**Data for processing:**
*****
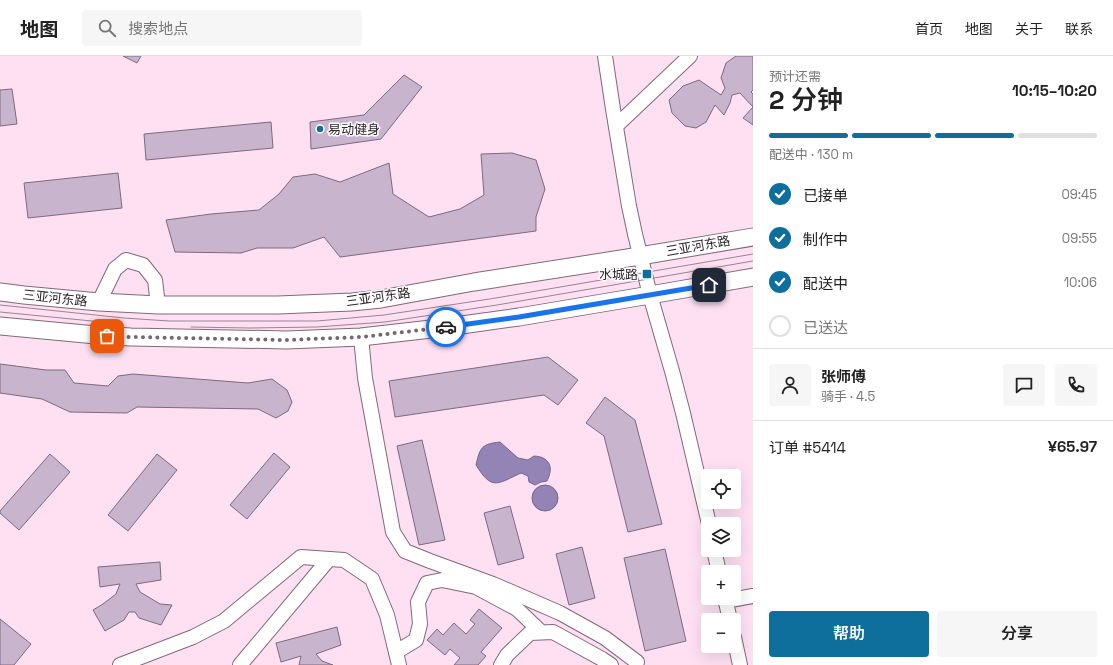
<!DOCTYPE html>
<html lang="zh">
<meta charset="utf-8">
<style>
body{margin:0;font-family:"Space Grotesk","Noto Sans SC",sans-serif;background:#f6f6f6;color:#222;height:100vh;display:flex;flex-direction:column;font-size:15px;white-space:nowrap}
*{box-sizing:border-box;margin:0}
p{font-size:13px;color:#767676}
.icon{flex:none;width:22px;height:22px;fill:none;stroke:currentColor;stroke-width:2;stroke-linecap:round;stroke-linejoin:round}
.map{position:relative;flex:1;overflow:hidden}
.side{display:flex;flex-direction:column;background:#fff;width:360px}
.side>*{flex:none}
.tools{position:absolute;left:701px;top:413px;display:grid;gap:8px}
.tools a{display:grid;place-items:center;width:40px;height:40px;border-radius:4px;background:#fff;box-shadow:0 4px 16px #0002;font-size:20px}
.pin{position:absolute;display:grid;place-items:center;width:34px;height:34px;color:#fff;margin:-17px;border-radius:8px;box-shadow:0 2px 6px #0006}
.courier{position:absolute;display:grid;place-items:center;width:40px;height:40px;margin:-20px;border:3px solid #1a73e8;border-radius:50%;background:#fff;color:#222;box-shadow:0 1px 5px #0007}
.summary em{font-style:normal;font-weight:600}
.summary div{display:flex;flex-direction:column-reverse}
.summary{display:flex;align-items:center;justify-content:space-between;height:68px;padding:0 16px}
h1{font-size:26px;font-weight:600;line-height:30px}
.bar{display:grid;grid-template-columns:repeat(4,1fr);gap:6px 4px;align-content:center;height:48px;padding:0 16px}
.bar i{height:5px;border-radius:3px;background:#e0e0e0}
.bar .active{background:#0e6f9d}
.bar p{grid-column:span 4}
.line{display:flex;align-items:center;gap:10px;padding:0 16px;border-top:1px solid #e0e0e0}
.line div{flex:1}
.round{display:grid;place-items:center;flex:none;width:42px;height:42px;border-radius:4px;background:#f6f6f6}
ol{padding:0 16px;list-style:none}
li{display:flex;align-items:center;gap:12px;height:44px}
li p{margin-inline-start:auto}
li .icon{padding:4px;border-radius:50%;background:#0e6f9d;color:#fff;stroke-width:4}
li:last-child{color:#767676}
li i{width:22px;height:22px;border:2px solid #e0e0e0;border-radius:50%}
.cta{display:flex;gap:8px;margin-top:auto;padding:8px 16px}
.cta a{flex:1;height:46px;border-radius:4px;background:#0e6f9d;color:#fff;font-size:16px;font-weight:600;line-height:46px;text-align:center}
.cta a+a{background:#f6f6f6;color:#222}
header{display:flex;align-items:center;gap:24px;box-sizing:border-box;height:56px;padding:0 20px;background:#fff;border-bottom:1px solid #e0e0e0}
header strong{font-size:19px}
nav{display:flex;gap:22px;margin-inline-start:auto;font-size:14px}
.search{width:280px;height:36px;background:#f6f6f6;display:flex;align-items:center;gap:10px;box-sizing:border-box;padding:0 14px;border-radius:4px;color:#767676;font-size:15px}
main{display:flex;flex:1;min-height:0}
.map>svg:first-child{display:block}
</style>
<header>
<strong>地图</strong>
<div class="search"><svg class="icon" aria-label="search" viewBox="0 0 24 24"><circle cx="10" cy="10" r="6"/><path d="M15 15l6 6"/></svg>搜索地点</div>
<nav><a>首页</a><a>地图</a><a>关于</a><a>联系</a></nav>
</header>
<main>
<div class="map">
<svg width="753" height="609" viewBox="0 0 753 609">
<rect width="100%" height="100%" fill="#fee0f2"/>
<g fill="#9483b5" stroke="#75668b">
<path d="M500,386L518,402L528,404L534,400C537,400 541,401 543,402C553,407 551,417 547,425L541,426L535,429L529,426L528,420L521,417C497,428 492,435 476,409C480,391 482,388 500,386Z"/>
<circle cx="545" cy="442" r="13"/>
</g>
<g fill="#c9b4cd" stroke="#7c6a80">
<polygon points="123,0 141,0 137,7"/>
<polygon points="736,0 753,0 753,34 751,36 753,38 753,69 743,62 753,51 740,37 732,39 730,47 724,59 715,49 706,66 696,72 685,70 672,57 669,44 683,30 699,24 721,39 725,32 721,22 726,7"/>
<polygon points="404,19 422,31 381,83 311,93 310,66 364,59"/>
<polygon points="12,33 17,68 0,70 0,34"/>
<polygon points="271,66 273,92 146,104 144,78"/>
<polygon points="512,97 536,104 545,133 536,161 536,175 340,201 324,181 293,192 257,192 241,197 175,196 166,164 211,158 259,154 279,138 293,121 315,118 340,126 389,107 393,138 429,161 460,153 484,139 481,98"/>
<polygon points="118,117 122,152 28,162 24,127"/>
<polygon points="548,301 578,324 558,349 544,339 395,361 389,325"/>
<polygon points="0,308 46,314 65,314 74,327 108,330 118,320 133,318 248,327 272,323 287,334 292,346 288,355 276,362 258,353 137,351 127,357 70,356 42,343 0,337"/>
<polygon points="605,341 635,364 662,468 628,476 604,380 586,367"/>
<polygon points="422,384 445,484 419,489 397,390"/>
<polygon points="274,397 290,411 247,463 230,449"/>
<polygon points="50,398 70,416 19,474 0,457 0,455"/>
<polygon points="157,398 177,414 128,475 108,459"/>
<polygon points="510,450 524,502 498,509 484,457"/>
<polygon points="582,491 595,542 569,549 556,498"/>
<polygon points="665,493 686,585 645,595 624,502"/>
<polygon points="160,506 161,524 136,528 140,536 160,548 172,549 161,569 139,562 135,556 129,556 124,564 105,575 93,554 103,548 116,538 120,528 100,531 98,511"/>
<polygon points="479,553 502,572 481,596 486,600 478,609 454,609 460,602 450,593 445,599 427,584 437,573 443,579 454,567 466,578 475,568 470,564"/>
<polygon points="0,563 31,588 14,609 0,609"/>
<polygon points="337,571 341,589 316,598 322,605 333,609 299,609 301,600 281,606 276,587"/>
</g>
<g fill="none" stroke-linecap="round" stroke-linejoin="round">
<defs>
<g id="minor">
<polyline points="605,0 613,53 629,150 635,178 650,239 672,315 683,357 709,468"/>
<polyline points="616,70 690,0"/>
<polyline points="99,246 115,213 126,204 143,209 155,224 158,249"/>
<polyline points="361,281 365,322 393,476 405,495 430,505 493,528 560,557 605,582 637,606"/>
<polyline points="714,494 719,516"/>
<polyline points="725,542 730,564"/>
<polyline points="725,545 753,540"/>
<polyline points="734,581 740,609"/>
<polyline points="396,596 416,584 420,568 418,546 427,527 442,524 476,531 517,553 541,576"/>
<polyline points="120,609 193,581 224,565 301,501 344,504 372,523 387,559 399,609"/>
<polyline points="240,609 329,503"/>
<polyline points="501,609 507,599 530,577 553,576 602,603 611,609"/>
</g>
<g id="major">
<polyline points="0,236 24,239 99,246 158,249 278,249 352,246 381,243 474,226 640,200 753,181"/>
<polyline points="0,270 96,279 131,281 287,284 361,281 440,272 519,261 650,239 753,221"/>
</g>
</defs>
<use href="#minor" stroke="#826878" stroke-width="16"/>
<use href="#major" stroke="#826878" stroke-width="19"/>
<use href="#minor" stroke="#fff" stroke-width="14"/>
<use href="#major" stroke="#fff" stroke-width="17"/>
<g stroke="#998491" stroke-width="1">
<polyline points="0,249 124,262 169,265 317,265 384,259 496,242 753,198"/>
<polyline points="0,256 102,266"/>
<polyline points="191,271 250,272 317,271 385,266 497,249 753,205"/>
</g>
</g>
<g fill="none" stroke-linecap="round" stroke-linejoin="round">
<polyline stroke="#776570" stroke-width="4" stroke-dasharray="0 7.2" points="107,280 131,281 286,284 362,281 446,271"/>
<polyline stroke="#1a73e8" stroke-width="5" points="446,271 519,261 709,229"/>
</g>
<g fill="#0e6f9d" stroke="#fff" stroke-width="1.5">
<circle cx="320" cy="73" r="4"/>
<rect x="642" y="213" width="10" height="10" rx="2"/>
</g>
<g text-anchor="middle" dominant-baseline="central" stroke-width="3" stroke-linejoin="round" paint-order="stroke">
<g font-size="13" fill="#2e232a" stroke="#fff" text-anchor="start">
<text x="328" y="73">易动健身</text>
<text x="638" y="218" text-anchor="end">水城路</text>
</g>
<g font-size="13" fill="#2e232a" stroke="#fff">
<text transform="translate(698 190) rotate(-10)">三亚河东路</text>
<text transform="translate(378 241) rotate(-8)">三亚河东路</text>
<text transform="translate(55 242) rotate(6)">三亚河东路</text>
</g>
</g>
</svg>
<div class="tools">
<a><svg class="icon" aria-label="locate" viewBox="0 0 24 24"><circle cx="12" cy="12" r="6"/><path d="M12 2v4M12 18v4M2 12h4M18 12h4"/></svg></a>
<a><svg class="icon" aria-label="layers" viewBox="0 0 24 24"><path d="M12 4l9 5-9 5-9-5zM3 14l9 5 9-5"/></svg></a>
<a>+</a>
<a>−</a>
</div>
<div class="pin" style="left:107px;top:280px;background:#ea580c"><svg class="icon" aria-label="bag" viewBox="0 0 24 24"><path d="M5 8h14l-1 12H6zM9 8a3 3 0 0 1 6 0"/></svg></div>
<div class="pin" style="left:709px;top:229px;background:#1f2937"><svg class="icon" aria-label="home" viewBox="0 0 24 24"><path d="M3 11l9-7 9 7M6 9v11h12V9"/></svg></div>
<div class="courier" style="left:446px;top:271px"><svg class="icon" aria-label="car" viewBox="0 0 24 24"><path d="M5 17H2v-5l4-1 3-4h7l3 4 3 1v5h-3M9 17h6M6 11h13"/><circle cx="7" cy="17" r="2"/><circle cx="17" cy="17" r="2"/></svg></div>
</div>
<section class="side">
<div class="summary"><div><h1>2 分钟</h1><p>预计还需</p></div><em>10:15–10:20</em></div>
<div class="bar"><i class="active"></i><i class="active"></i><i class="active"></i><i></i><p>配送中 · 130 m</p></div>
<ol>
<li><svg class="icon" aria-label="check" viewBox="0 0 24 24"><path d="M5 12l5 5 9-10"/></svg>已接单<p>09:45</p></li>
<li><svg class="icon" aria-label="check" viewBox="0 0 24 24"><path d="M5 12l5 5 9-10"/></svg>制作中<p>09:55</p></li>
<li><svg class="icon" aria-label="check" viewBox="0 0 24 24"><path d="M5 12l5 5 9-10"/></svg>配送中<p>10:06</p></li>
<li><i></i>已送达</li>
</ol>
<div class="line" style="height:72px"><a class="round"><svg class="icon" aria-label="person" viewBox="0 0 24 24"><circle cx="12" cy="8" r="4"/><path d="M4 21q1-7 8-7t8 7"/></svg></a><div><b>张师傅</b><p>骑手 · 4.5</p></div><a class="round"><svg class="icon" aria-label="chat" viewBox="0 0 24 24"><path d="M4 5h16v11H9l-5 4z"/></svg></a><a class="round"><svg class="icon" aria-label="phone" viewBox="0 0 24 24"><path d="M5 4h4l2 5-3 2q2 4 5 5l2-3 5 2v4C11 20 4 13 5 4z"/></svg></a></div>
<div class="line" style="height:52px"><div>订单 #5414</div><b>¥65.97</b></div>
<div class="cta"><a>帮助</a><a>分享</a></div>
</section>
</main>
*****
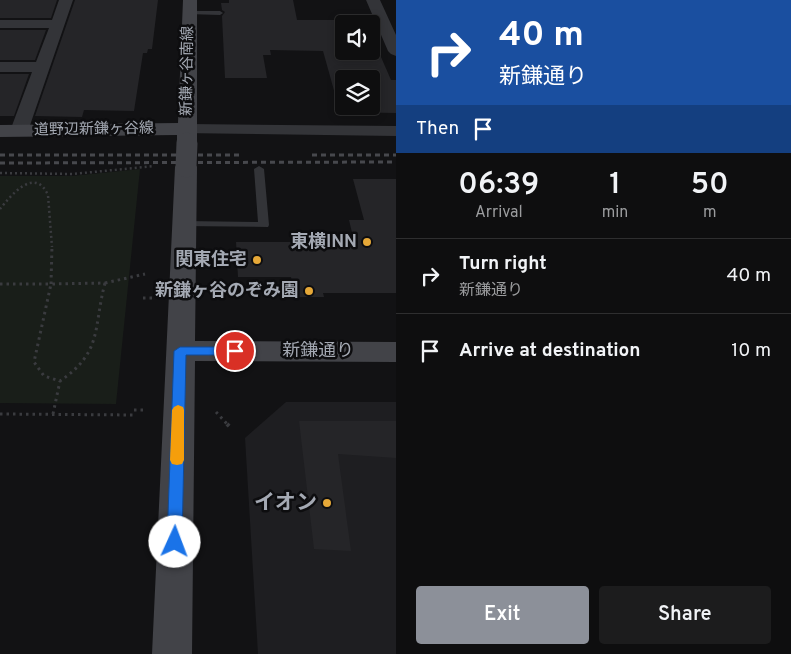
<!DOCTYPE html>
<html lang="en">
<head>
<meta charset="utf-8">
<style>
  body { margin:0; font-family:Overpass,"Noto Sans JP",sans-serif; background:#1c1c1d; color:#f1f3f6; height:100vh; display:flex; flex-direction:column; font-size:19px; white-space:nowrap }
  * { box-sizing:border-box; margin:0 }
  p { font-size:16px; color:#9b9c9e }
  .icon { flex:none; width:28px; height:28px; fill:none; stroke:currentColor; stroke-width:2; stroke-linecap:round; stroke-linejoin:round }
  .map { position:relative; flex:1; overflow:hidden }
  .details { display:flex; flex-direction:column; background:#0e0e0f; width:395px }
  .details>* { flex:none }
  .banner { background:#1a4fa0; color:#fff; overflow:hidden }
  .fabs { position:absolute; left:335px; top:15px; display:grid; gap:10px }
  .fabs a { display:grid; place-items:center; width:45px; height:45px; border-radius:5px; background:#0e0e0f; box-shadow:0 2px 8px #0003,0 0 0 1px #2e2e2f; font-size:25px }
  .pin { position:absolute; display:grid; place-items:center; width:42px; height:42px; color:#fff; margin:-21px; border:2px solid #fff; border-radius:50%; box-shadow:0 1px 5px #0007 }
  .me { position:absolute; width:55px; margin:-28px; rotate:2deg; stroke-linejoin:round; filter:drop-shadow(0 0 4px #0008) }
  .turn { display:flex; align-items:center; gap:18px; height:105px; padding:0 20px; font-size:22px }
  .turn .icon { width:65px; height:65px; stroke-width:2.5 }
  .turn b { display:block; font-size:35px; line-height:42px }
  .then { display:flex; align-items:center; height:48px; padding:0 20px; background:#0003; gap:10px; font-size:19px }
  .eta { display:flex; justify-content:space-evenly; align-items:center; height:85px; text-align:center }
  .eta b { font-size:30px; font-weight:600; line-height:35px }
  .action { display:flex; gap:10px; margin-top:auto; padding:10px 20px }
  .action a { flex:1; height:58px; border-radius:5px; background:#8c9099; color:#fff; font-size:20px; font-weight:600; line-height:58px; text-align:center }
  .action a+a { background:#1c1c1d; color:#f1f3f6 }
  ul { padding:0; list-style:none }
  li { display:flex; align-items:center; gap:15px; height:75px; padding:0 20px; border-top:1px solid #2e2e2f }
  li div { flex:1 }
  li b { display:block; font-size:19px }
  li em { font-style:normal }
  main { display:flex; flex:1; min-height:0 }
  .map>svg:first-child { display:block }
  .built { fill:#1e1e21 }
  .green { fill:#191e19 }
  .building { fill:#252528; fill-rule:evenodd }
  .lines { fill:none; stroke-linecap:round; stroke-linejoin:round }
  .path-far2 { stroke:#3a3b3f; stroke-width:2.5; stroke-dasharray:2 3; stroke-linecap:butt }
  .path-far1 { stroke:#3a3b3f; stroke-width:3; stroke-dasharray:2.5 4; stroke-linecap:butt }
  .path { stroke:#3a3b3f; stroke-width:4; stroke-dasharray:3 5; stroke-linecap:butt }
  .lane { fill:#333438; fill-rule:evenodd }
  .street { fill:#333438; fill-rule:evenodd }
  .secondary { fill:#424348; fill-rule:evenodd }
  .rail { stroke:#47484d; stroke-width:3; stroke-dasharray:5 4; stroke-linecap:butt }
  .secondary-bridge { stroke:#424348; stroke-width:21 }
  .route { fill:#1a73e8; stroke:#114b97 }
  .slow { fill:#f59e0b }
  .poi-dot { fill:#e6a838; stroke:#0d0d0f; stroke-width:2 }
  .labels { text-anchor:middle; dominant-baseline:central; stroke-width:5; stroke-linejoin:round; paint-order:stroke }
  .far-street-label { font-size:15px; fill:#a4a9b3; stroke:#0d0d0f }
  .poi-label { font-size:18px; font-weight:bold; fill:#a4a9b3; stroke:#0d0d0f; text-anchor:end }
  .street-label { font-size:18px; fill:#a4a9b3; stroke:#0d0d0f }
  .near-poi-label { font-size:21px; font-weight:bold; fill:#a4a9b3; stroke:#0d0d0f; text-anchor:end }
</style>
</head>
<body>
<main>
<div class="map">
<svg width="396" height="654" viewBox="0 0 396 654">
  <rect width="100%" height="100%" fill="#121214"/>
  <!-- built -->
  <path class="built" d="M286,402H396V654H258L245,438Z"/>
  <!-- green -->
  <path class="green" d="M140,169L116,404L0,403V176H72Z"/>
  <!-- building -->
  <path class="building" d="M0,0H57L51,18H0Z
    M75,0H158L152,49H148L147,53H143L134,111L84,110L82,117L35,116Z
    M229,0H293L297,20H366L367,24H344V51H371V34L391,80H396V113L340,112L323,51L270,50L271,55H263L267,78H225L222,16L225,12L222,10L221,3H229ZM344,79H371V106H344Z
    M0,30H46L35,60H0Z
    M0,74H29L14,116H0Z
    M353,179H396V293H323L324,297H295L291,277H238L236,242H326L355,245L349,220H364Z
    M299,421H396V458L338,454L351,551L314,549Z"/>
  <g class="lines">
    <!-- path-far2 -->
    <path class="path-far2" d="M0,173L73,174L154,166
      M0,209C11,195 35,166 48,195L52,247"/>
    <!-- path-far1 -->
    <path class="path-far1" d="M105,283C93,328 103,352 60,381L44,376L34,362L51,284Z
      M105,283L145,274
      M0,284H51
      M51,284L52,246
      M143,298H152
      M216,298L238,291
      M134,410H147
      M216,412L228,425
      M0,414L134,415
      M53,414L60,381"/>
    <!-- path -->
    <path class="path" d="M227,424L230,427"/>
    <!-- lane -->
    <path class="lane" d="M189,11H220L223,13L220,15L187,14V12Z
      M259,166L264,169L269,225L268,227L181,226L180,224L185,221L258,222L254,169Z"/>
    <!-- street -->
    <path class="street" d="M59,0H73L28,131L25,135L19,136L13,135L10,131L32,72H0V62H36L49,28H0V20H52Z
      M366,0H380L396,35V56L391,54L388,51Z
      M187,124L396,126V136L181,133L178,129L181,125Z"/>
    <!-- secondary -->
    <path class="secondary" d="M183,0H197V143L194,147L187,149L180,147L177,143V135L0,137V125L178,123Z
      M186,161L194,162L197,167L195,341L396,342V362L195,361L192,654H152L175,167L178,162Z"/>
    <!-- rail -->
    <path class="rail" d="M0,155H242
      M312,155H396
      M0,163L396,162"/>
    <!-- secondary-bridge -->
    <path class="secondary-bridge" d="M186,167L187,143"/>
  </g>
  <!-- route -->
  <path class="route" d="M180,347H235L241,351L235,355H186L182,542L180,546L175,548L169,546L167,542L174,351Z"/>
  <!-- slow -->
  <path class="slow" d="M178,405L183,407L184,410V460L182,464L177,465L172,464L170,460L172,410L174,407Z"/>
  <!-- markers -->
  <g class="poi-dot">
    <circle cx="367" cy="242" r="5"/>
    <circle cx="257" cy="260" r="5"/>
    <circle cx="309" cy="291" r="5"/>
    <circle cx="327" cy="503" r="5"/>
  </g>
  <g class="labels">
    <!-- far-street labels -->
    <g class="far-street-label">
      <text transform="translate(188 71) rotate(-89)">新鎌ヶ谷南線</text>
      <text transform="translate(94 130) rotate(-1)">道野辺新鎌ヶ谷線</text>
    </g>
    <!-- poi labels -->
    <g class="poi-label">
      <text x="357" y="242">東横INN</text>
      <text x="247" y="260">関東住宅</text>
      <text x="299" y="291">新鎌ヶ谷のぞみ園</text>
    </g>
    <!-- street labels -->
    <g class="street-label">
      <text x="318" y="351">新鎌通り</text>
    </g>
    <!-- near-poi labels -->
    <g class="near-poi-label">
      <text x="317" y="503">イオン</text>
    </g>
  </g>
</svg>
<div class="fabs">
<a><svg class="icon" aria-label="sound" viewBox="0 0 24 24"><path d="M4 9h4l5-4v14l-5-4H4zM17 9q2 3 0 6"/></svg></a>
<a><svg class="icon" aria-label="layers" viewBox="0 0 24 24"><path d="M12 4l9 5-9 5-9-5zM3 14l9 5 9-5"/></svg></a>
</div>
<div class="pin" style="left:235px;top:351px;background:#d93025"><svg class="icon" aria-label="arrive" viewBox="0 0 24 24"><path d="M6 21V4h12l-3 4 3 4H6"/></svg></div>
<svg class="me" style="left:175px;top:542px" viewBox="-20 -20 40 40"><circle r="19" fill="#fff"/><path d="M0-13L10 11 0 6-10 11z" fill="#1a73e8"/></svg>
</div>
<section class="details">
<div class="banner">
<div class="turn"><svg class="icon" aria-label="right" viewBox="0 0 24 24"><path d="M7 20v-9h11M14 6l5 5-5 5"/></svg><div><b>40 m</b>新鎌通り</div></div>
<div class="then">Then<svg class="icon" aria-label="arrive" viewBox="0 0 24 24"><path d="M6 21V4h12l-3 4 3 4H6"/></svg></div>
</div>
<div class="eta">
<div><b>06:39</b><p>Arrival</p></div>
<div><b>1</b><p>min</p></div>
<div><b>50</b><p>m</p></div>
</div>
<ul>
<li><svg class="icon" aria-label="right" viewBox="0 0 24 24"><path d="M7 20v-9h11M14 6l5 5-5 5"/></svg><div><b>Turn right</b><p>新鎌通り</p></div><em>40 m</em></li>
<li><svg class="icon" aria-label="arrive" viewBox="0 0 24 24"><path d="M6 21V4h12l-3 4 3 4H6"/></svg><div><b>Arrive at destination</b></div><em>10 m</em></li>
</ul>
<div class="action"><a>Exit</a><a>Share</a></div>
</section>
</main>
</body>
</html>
*****
**Work item:**
Among the lines of the entries above, count those containing the string "check". Write the number alone.

**Solution to the problem:**
3